Exercise instructions: Without changing a word, return the listing below, minus its images.

━━━━━━

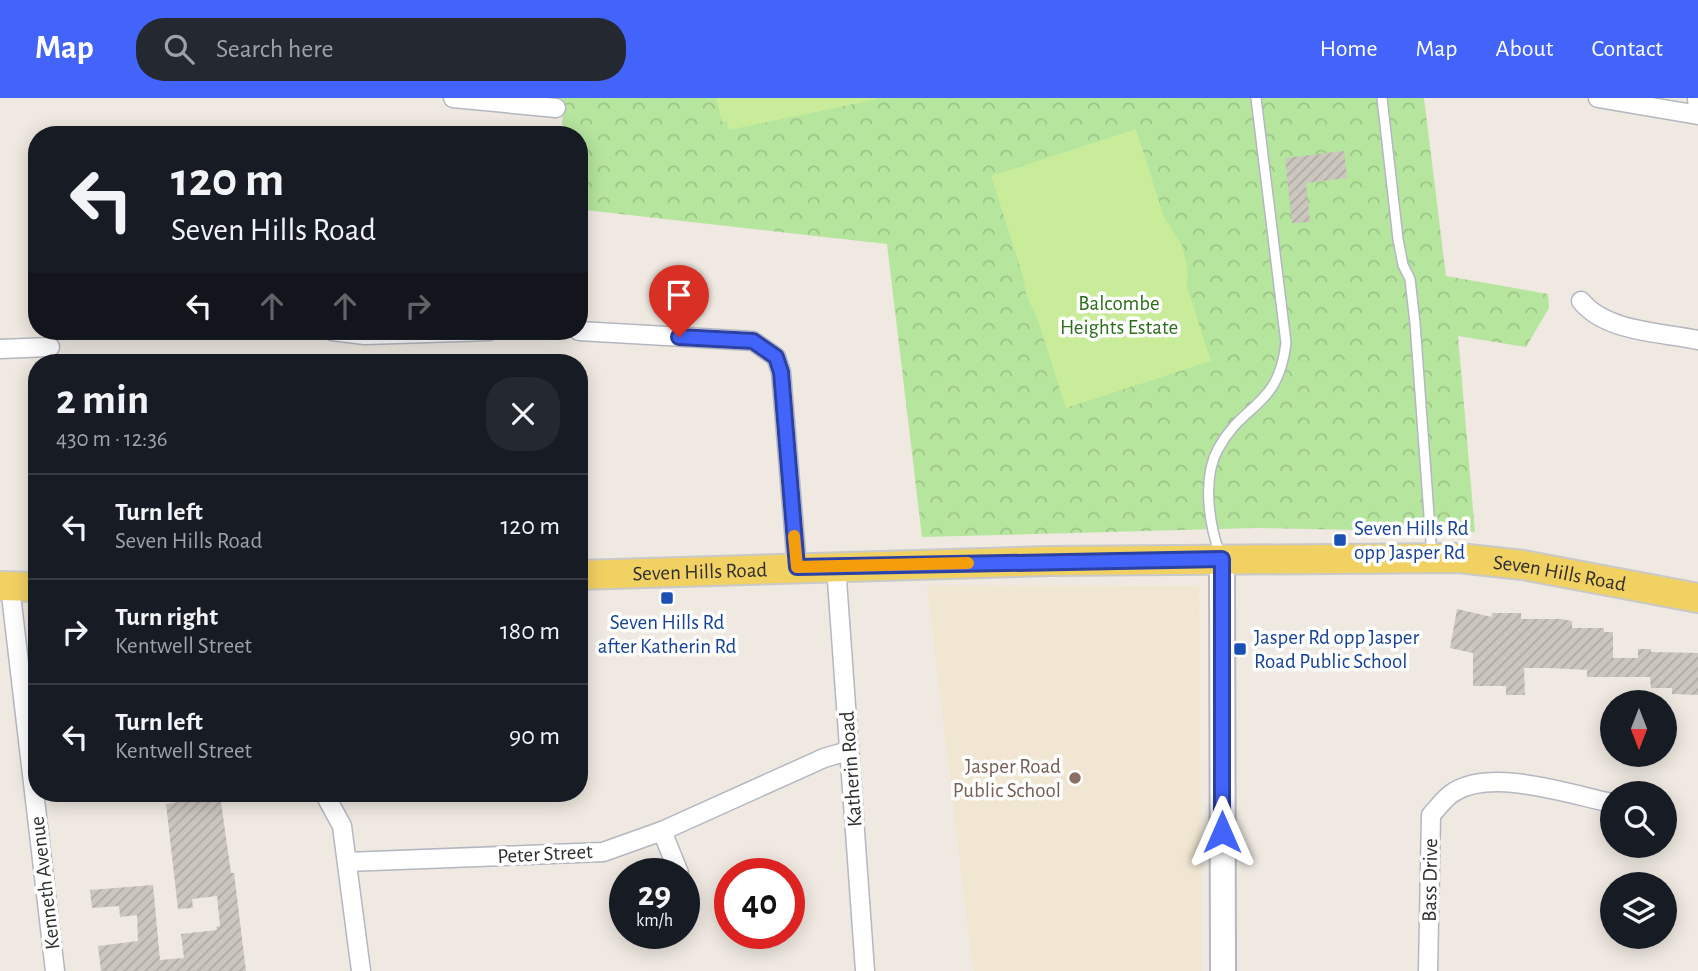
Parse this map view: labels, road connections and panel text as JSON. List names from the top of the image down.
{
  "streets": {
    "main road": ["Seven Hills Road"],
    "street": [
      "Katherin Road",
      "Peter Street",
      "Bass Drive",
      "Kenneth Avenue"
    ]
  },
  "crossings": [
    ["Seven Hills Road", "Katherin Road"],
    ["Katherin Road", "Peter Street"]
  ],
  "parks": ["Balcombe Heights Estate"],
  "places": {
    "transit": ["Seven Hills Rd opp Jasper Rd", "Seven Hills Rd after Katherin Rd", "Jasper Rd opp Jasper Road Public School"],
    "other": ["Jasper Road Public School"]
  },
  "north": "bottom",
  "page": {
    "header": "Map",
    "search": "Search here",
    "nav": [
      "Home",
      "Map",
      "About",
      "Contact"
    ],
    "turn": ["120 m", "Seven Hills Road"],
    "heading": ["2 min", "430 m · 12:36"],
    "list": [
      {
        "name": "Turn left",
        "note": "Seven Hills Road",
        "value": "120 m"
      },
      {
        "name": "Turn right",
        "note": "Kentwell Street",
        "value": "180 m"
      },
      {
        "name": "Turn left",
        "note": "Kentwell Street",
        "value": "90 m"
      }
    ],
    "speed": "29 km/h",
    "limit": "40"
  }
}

━━━━━━

Answer for the task:
Parse this map view: labels, road connections and panel text as JSON. List names from the top of the image down.
{
  "streets": {
    "main road": ["Seven Hills Road"],
    "street": [
      "Katherin Road",
      "Peter Street",
      "Bass Drive",
      "Kenneth Avenue"
    ]
  },
  "crossings": [
    ["Seven Hills Road", "Katherin Road"],
    ["Katherin Road", "Peter Street"]
  ],
  "parks": ["Balcombe Heights Estate"],
  "places": {
    "transit": ["Seven Hills Rd opp Jasper Rd", "Seven Hills Rd after Katherin Rd", "Jasper Rd opp Jasper Road Public School"],
    "other": ["Jasper Road Public School"]
  },
  "north": "bottom",
  "page": {
    "header": "Map",
    "search": "Search here",
    "nav": [
      "Home",
      "Map",
      "About",
      "Contact"
    ],
    "turn": ["120 m", "Seven Hills Road"],
    "heading": ["2 min", "430 m · 12:36"],
    "list": [
      {
        "name": "Turn left",
        "note": "Seven Hills Road",
        "value": "120 m"
      },
      {
        "name": "Turn right",
        "note": "Kentwell Street",
        "value": "180 m"
      },
      {
        "name": "Turn left",
        "note": "Kentwell Street",
        "value": "90 m"
      }
    ],
    "speed": "29 km/h",
    "limit": "40"
  }
}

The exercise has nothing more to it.